Most of the sociological studies in the field of work, however, derive from Marx’s formulation of alienation as the signal on-going outcome of a basic feature of the capitalist order, the class struggle. Whereas work as such is a natural activity in which human beings can express their interests and their talents; the organization of work under capitalism cuts people off from self-realization by depriving them of opportunities to decide what to do, how to do it, and why (Marx, 1964). Research such as Seeman’s (1967, cited above) constitutes a flat denial that alienation is inevitable under capitalism; and many activist sociologists take a similar view, searching for ways to effect de-alienation in ordinary places of work.
Alienation at work, therefore, is sometimes seen as a variable dependent on particular conditions. There are, for example, claims that it is possible to design the flow of work so as to create an “enabling” rather than an “alienating” organization (Adler and Buie, 1996). Rosner and Putterman (1992) found that with the introduction of “less alienating technologies,” it is possible to increase work satisfaction, and to ensure a process of de-alienation. Although he does not entirely accept the idea that alienation can be dodged, Morawski (1992) acknowledges that even if concessions to workers are not necessarily indicators of true de-alienation, the fact that people perceive the concessions as beneficial can, in the long run, lead to systemic change.
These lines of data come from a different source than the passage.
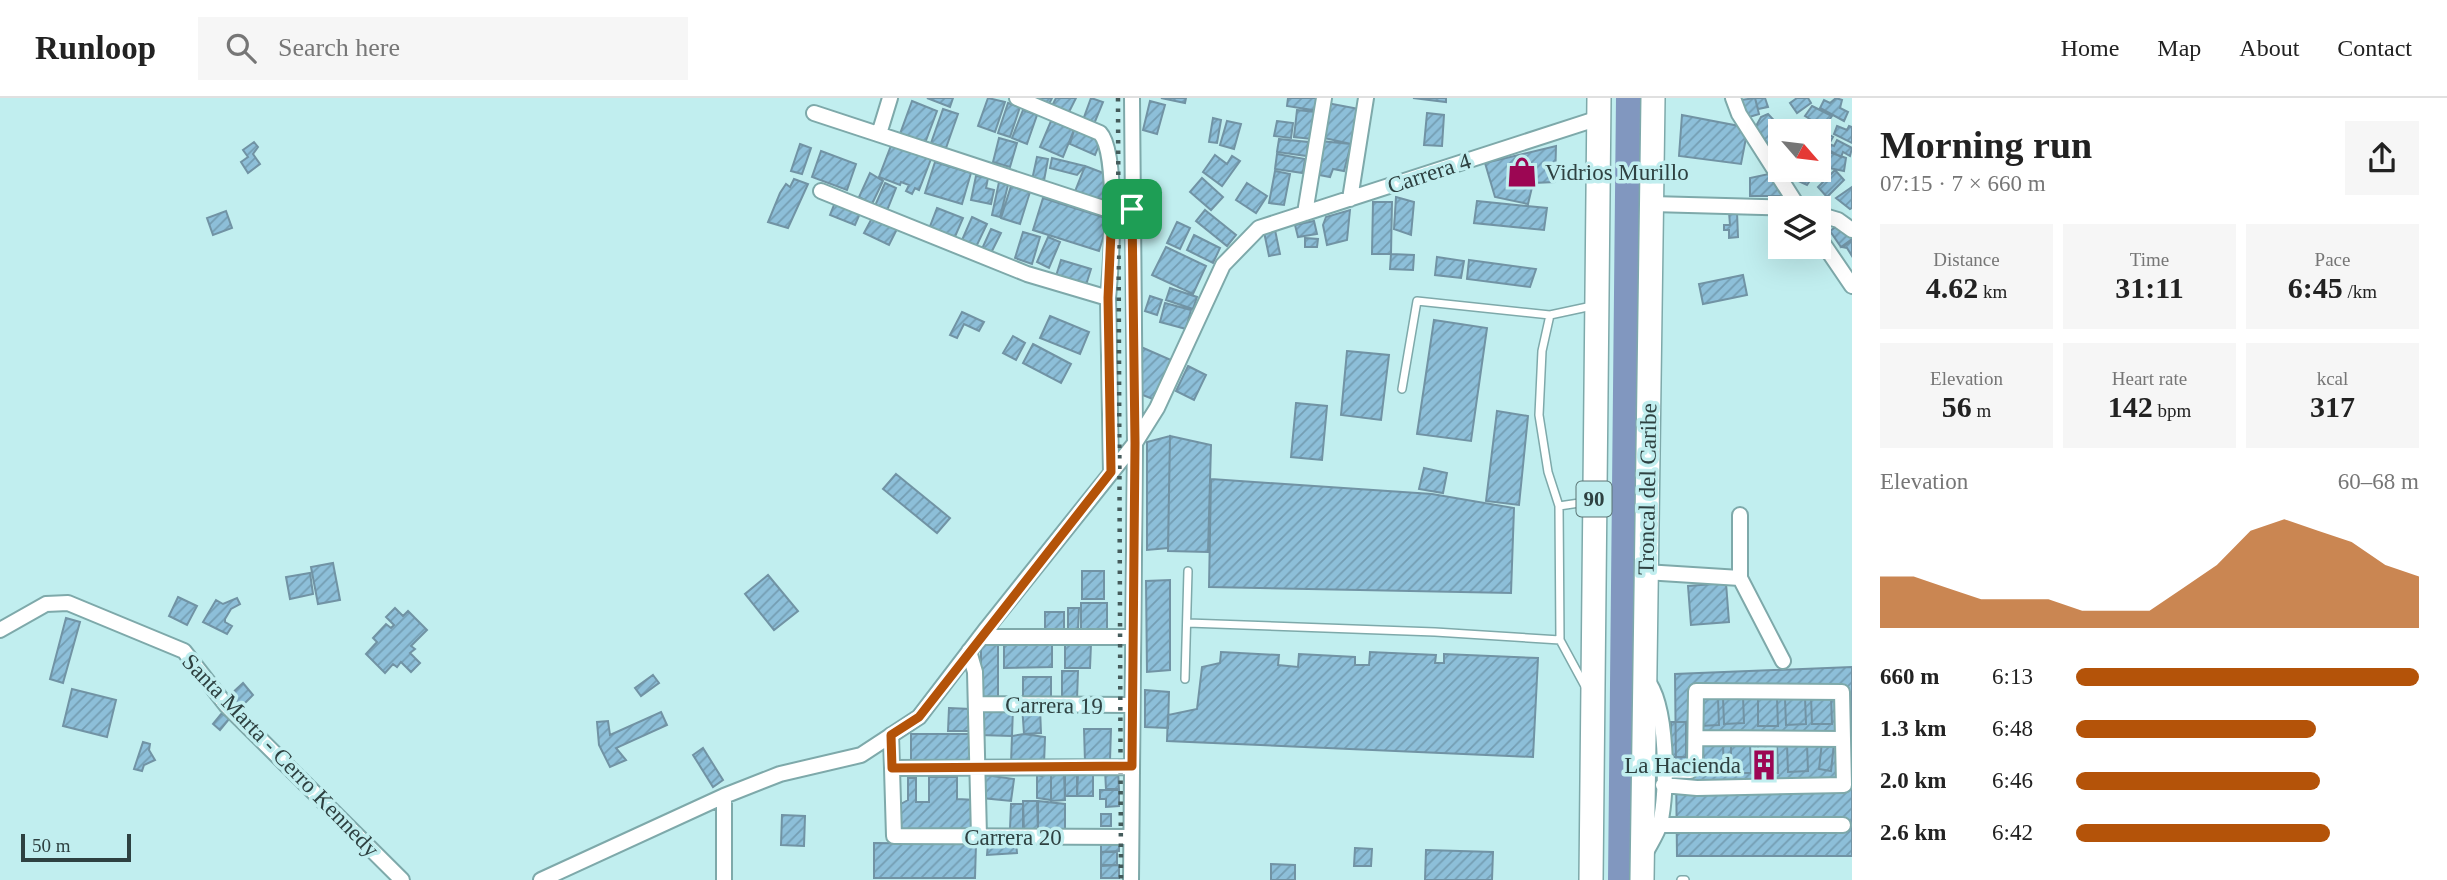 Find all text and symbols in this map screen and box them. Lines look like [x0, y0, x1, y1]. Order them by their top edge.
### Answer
search box [198, 17, 688, 80]
icon: search [222, 29, 260, 67]
text: Runloop [35, 30, 156, 66]
text: Search here [278, 33, 400, 62]
text: Home [2061, 35, 2119, 61]
text: Map [2157, 35, 2201, 61]
text: About [2239, 35, 2299, 61]
text: Contact [2337, 35, 2412, 61]
north arrow [1768, 119, 1830, 182]
map controls [1768, 119, 1831, 259]
button: share [2345, 121, 2419, 195]
text: Morning run [1880, 124, 2092, 166]
street label: Carrera 4 [1384, 148, 1474, 199]
shop icon: Vidrios Murillo [1505, 155, 1539, 189]
place label: Vidrios Murillo [1545, 160, 1689, 185]
text: 07:15 · 7 × 660 m [1880, 171, 2046, 196]
pin [1102, 179, 1162, 239]
icon: arrive [1113, 190, 1151, 228]
button: layers [1768, 196, 1831, 259]
text: Distance [1933, 249, 2000, 270]
text: Time [2130, 249, 2169, 270]
text: Pace [2315, 249, 2350, 270]
text: 4.62 [1926, 271, 1978, 304]
text: 31:11 [2115, 271, 2184, 304]
text: 6:45 [2288, 271, 2343, 304]
text: km [1978, 281, 2007, 302]
text: /km [2343, 281, 2377, 302]
text: Elevation [1930, 368, 2003, 389]
text: Heart rate [2112, 368, 2187, 389]
text: kcal [2317, 368, 2348, 389]
text: 56 [1942, 390, 1972, 423]
text: 142 [2108, 390, 2153, 423]
text: 317 [2310, 390, 2355, 423]
text: m [1972, 400, 1991, 421]
text: bpm [2153, 400, 2191, 421]
street label: Troncal del Caribe [1634, 403, 1661, 575]
text: Elevation [1880, 469, 1968, 494]
text: 60–68 m [2338, 469, 2419, 494]
road number: 90 [1576, 482, 1612, 516]
street label: Santa Marta - Cerro Kennedy [177, 649, 384, 862]
text: 660 m [1880, 664, 1939, 689]
text: 6:13 [1992, 664, 2033, 689]
street label: Carrera 19 [1005, 692, 1103, 719]
text: 1.3 km [1880, 716, 1946, 741]
text: 6:48 [1992, 716, 2033, 741]
building icon: La Hacienda [1747, 748, 1781, 782]
place label: La Hacienda [1624, 753, 1741, 778]
text: 2.0 km [1880, 768, 1946, 793]
text: 6:46 [1992, 768, 2033, 793]
text: 2.6 km [1880, 820, 1946, 845]
text: 6:42 [1992, 820, 2033, 845]
street label: Carrera 20 [964, 825, 1062, 850]
scale bar [21, 831, 131, 863]
text: 50 m [32, 835, 71, 856] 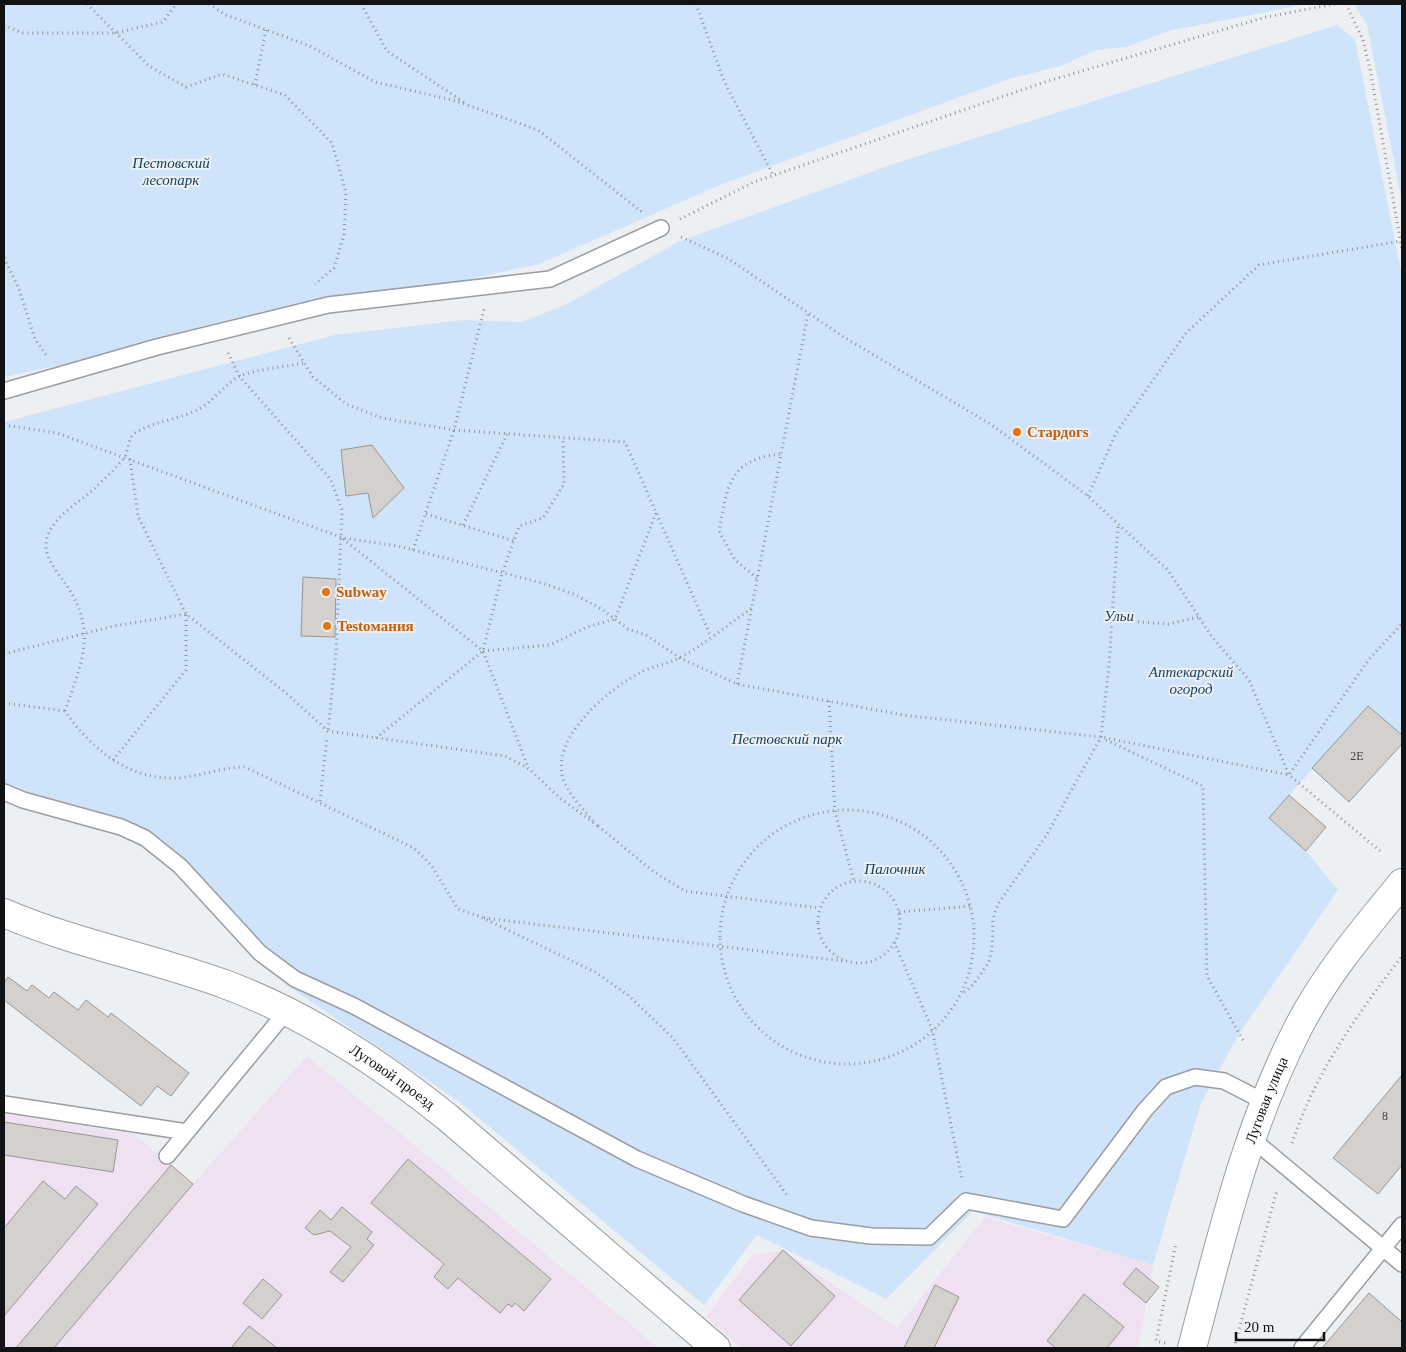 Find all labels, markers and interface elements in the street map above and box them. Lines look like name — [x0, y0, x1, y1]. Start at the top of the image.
park label: Пестовский лесопарк — [131, 155, 210, 188]
place label: Стардогs — [1027, 424, 1089, 440]
marker: Стардогs — [1011, 426, 1023, 438]
place label: Subway — [336, 584, 387, 600]
marker: Subway — [320, 586, 332, 598]
park label: Ульи — [1104, 608, 1134, 624]
place label: Testoмания — [337, 618, 414, 634]
marker: Testoмания — [321, 620, 333, 632]
park label: Аптекарский огород — [1148, 664, 1234, 697]
park label: Пестовский парк — [731, 731, 843, 747]
house number: 2Е — [1350, 749, 1364, 763]
park label: Палочник — [863, 861, 927, 877]
street label: Луговой проезд — [347, 1041, 438, 1112]
street label: Луговая улица — [1242, 1054, 1291, 1146]
house number: 8 — [1382, 1109, 1388, 1123]
scale bar — [1236, 1310, 1324, 1342]
text: 20 m — [1244, 1319, 1275, 1335]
On the assumption that alienating perceptions arise when people do not have opportunities for self-fulfillment at work, Super, Sverko and Super (1995) present diversified evidence to the effect that connections between workers value systems and the prospect that (by realizing their personal goals and values) they could avoid alienation.
Other researchers, however, insist that the class struggle has not disappeared. In her research into the garment industry in Los Angeles, Bonacich (1992) found that the class struggle has simply taken on new forms and that “alienated social relations of capitalism are prevalent at all levels” (Bonacich, 1992: 166). Inter-group struggle is evident in many work environments. Unemployment—even temporary joblessness – has been defined as a sign of objective alienating conditions which lead to low self-esteem (Goldsmith and Blakely, 1992). A related explanation of alienation may be insecurity in employment such as the instability experienced by clerical workers who are called upon to fill temporary jobs (Goldsmith, 1989). Alienation may also be the lot of minorities and of specific professional groups. Yang (1995), for example, found alienation growing among Asian Americans because of stereotypical attitudes of co-workers; while police personnel become alienated because of their constant need to struggle against discriminatory and threatening practices which they encounter on the job (Hewitt, Poole and Regoli, 1985).
Politics
Recent research on alienation in politics relates to popular rationality, on the one hand, and affect, on the other. In order to understand voting behavior among older Americans of different ethnic origins, levels of alienation have been assessed on the basis of measures of internal or external locus of control (Cox, 1980; Peterson and Somit, 1992). When alienation is defined as affect, the levels of alienation are grasped as reasons for the acceptance or non-acceptance of the logic of politics, of new political initiatives (e.g., perestroika), and the tendency toward participation or non-participation (Carter, 1991; Jrnazyan, 1990; Muller, Crandell and Christianson, 1991; Sears, 1992). With the aid of a retrospective questionnaire, Korzeniowski (1994) found that alienation, i.e. frustration with the Polish government caused many Poles to forgo voting.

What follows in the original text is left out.